The current architecture has limitations with Supabase's worker constraints:

  • Throughput limits: Supabase has limited throughput for high-volume mining
  • Worker duration: Edge Functions have execution time limits (not suitable for long-running mining)
  • Egress costs: High data transfer costs from Supabase
  • Redis dependency: Currently relies on Redis for queue management

Current Architecture Issues

  • Mining processes run on Express backend with Redis as message queue
  • All data flows through Supabase PostgreSQL (including temporary mining data)
  • Limited scalability for concurrent mining sessions
  • No separation between permanent data and temporary mining data

Proposed Solution: Two Independent Modes

Goal: Support two mutually exclusive deployment modes:

  • Cloudflare - Production/SaaS deployment (leadminer.io)
  • PostgreSQL - Dev/Local/Self-hosted deployment

Mode A: Cloudflare Serverless (Production - leadminer.io)

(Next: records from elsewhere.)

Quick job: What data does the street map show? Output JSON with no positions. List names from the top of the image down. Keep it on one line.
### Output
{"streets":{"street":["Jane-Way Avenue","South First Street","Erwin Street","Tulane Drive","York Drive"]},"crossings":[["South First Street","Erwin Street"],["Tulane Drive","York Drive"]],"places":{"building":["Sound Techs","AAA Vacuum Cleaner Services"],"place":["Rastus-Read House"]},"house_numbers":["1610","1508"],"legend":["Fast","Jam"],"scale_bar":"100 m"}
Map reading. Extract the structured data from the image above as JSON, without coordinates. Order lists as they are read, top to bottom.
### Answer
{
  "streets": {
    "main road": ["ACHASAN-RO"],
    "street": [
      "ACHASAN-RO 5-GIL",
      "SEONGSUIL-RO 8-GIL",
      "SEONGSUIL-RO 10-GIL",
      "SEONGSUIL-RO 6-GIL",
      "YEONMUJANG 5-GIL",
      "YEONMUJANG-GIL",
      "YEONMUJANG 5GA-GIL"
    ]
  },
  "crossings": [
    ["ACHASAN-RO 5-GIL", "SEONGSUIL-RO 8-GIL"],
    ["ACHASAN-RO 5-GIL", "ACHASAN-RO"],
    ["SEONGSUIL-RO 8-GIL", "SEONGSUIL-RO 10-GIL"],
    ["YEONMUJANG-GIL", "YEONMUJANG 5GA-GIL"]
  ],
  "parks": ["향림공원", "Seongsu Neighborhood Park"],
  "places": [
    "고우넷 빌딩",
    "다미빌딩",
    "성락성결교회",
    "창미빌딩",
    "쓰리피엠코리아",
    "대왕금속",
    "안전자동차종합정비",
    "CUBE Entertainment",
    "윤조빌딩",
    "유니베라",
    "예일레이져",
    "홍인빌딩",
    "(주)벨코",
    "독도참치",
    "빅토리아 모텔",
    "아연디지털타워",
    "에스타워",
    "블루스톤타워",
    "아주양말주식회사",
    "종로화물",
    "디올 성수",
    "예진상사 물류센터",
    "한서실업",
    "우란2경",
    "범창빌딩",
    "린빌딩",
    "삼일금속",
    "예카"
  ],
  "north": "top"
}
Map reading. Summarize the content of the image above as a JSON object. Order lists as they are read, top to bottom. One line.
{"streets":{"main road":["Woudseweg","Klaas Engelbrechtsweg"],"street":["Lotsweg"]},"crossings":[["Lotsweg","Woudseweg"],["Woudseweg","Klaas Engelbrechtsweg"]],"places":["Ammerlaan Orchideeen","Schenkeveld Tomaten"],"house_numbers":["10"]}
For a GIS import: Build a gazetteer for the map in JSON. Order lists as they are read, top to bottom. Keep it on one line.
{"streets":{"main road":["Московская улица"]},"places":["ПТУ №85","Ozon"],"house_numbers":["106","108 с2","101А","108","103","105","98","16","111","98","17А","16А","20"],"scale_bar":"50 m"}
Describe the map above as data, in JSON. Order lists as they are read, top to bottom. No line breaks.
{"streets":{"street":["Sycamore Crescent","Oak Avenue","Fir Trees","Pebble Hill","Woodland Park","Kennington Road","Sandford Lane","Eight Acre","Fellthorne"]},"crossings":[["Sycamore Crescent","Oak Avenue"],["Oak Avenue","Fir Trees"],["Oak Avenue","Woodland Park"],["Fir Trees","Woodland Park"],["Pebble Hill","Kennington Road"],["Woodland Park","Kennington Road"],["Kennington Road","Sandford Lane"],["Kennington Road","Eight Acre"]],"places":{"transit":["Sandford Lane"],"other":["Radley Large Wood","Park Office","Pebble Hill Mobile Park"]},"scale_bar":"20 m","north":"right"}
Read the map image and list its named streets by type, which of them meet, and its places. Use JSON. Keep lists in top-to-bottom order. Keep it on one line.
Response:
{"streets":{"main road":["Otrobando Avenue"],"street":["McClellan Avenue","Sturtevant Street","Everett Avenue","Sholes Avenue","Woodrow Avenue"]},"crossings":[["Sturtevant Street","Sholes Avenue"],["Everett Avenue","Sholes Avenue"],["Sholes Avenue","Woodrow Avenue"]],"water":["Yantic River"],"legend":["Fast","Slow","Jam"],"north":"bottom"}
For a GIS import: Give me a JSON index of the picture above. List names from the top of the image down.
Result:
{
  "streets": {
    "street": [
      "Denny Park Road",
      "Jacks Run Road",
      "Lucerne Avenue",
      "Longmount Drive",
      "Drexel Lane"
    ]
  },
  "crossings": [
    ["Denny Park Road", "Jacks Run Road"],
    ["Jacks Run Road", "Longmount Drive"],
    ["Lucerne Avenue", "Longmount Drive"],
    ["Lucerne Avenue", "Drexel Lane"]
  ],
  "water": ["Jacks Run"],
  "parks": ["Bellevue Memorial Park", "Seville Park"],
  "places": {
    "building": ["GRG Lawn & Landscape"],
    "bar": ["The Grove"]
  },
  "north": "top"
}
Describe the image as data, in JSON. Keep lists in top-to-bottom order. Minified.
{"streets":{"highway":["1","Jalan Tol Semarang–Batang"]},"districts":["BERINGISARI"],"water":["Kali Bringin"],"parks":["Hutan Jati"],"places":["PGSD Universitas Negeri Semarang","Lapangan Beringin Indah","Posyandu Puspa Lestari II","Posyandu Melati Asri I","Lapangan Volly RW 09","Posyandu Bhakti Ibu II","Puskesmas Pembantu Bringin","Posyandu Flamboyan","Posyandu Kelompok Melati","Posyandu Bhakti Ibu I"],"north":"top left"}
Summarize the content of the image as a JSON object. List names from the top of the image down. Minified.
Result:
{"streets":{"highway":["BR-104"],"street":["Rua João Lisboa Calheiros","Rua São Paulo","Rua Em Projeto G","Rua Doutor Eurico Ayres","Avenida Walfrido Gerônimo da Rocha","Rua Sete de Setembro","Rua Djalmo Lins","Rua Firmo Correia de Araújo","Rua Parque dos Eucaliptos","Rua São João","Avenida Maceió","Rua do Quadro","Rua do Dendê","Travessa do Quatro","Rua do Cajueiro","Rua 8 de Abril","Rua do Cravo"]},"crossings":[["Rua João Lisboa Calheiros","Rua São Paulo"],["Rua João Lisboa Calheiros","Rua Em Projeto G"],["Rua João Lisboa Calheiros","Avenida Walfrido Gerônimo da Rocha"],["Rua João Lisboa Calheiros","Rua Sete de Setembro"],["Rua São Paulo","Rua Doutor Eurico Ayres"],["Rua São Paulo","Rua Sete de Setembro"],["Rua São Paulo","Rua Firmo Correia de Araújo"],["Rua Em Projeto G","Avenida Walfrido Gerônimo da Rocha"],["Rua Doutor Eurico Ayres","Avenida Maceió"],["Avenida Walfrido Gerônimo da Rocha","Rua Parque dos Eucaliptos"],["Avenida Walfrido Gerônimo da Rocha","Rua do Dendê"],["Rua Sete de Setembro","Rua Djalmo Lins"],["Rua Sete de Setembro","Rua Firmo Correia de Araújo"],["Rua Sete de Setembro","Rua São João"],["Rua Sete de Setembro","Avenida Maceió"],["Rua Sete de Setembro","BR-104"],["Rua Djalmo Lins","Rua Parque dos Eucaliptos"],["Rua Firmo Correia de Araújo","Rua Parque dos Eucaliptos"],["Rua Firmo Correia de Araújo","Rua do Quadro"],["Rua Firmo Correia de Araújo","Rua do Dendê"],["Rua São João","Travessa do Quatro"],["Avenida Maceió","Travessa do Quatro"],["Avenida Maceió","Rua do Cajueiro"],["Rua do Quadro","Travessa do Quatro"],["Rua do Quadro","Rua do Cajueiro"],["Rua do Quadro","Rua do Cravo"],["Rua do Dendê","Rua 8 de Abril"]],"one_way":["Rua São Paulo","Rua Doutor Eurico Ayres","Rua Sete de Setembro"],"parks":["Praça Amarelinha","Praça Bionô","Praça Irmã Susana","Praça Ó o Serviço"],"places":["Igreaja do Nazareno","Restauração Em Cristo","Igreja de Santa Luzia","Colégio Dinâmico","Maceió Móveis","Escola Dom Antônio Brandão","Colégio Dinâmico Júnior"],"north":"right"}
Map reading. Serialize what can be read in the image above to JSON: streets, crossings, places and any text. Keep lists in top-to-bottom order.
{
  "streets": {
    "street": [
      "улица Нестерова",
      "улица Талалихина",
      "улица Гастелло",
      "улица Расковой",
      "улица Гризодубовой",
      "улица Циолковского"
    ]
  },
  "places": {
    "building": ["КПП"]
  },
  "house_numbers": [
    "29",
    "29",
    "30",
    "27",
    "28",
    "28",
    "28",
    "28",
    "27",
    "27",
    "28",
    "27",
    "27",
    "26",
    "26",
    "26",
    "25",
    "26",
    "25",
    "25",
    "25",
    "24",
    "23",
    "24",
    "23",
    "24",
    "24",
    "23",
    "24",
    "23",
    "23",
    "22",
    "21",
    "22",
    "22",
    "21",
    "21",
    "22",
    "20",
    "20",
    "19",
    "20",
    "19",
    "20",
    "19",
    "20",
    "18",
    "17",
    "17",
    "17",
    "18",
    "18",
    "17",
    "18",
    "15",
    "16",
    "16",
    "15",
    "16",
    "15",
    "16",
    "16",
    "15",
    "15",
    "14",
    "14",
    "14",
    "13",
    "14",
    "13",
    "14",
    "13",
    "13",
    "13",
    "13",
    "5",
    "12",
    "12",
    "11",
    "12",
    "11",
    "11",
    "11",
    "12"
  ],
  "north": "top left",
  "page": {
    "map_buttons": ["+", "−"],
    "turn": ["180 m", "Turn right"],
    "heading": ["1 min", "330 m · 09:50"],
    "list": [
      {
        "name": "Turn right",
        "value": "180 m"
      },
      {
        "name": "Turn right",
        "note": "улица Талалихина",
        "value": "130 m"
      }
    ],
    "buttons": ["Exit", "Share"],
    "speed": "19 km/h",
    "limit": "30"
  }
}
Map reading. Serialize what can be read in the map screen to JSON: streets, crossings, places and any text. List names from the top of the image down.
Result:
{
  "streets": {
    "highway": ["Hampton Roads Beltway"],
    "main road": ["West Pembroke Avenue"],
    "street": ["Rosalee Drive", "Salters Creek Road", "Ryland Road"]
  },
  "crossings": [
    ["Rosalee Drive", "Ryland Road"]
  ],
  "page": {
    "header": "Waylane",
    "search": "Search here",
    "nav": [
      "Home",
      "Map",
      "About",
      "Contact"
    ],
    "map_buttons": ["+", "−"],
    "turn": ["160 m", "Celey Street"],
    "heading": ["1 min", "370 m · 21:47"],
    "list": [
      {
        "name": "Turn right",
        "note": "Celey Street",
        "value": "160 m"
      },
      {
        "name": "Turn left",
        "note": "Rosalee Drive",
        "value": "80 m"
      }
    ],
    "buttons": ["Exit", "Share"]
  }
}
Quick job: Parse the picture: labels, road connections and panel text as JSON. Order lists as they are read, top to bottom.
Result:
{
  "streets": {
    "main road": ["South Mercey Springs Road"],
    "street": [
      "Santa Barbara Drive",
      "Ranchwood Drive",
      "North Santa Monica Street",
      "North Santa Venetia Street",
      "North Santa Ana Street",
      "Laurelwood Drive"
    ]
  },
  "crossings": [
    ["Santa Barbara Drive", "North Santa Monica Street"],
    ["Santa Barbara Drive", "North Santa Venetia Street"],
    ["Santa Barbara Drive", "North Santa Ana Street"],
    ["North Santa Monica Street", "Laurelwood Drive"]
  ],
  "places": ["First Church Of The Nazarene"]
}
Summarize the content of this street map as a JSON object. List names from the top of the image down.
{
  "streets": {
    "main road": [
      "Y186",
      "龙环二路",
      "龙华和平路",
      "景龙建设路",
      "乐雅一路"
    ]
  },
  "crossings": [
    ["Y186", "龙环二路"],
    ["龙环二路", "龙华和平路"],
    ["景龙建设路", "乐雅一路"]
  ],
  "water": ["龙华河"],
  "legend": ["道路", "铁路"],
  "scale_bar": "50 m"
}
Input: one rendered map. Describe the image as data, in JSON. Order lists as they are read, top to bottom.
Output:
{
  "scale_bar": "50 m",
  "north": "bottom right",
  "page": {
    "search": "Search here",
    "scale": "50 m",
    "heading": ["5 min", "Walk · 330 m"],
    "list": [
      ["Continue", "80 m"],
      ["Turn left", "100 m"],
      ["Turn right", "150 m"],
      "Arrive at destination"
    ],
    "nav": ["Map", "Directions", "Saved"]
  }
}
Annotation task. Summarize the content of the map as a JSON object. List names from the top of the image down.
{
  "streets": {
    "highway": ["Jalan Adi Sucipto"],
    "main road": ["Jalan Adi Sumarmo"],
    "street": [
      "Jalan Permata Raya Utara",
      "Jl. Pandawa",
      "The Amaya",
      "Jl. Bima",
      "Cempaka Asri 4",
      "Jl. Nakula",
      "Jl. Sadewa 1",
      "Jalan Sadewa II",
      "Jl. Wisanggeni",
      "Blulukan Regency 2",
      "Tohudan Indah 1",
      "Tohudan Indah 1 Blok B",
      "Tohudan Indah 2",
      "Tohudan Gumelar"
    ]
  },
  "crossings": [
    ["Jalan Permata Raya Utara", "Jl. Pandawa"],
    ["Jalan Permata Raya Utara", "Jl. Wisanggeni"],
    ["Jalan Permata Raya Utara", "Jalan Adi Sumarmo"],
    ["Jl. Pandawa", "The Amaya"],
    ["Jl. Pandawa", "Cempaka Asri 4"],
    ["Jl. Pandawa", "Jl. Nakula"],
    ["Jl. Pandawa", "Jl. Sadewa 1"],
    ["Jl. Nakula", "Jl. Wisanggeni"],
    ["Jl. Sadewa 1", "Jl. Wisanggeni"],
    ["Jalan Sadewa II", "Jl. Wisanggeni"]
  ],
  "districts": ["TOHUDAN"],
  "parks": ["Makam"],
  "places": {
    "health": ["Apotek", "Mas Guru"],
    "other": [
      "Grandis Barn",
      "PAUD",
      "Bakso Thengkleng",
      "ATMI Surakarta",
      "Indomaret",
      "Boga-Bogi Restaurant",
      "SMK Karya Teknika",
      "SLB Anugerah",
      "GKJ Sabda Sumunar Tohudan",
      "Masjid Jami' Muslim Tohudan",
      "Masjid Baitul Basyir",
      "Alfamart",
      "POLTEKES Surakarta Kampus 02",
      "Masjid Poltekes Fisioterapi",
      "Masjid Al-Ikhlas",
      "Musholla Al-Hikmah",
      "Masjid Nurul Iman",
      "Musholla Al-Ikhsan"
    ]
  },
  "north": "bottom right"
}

┌──────────────┐    ┌──────────────┐    ┌──────────────────┐
│   IMAP       │───▶│ Email Fetcher │───▶│  Cloudflare R2   │
│   Server     │    │  (Bun/Node)   │    │  (Raw emails)    │
└──────────────┘    └──────┬───────┘    └────────┬─────────┘
                           │                      │
                           ▼                      ▼
                  ┌────────────────┐    ┌──────────────────┐
                  │ Cloudflare     │    │  D1 (SQL)        │
                  │ Queues        │───▶│  (Temp mining    │
                  │ (Work Queue)  │    │   tables)        │
                  └────────┬───────┘    └────────┬─────────┘
                           │                      │
                           ▼                      │
                  ┌────────────────┐               │
                  │ Cloudflare     │───────────────┘
                  │ Workers        │    Write refined contacts
                  │ (Processors)   │
                  └────────┬───────┘
                           │
                           ▼
                  ┌────────────────┐
                  │  Supabase      │
                  │  PostgreSQL   │
                  │  (Permanent)  │
                  └────────────────┘

Components:

Component Solution Cost
Mining Workers Cloudflare Workers $5-50/mo
Work Queue Cloudflare Queues $5-20/mo
Raw Email Storage Cloudflare R2 $5-15/mo
Temp Tables Cloudflare D1 $5-15/mo
Permanent Data Supabase PostgreSQL $25/mo

Total: ~$45-125/mo

Mode B: PostgreSQL (Dev/Local/Self-Hosted)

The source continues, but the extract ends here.